**The problem**: Count how many lines below include the string "Road", and give that number without anything else.

**Supplied material**:
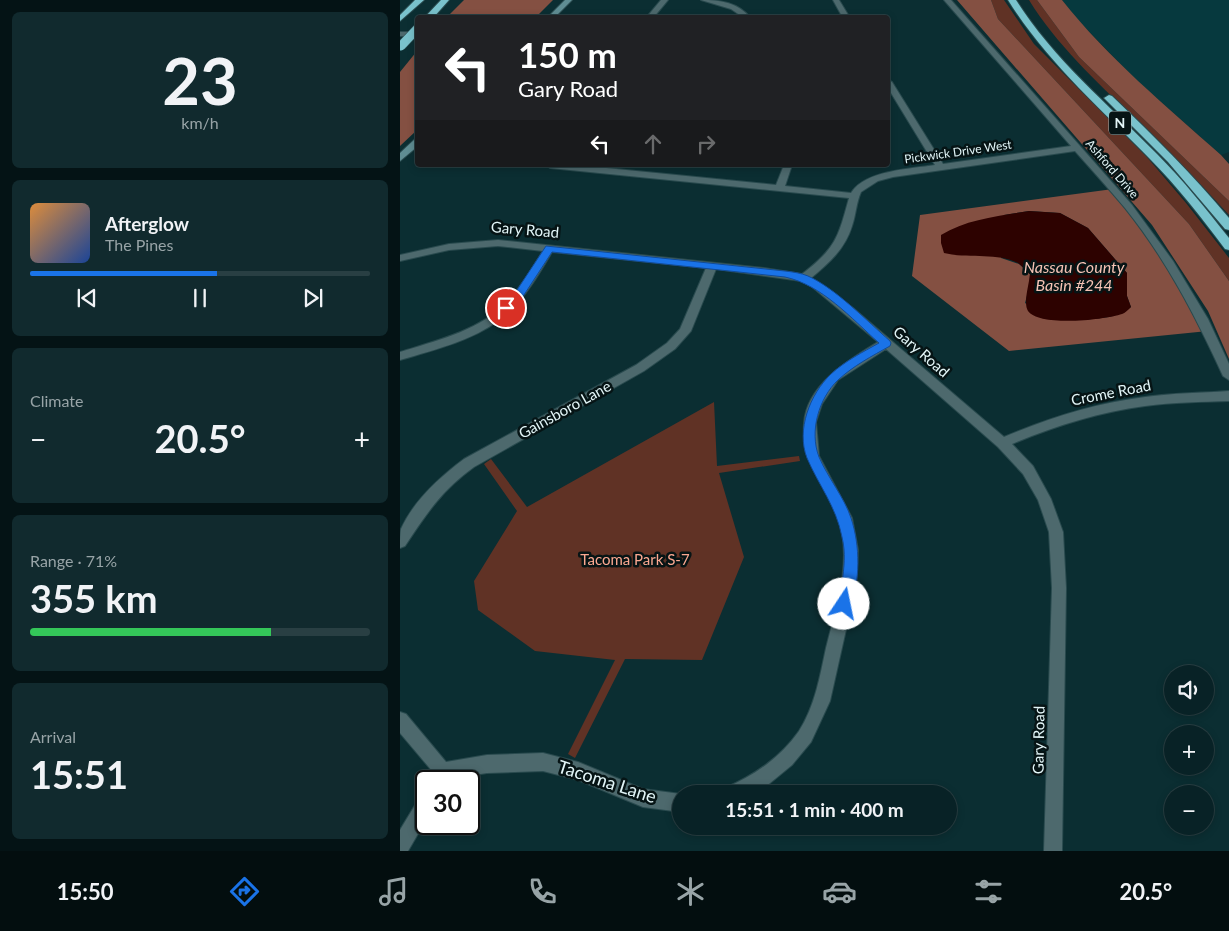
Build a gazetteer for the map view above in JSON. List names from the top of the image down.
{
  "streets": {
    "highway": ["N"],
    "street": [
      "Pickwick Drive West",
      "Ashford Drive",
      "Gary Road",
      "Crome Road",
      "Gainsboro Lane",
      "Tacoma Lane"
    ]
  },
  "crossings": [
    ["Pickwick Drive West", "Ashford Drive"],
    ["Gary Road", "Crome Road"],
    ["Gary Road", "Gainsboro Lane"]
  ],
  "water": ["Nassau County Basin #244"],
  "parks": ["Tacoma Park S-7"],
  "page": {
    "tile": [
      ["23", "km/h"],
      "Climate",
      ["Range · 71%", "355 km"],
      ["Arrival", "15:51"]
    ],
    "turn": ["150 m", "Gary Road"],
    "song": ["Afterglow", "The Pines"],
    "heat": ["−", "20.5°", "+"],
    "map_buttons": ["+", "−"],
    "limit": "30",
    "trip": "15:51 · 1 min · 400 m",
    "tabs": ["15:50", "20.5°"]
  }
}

**Reply to the task**: 5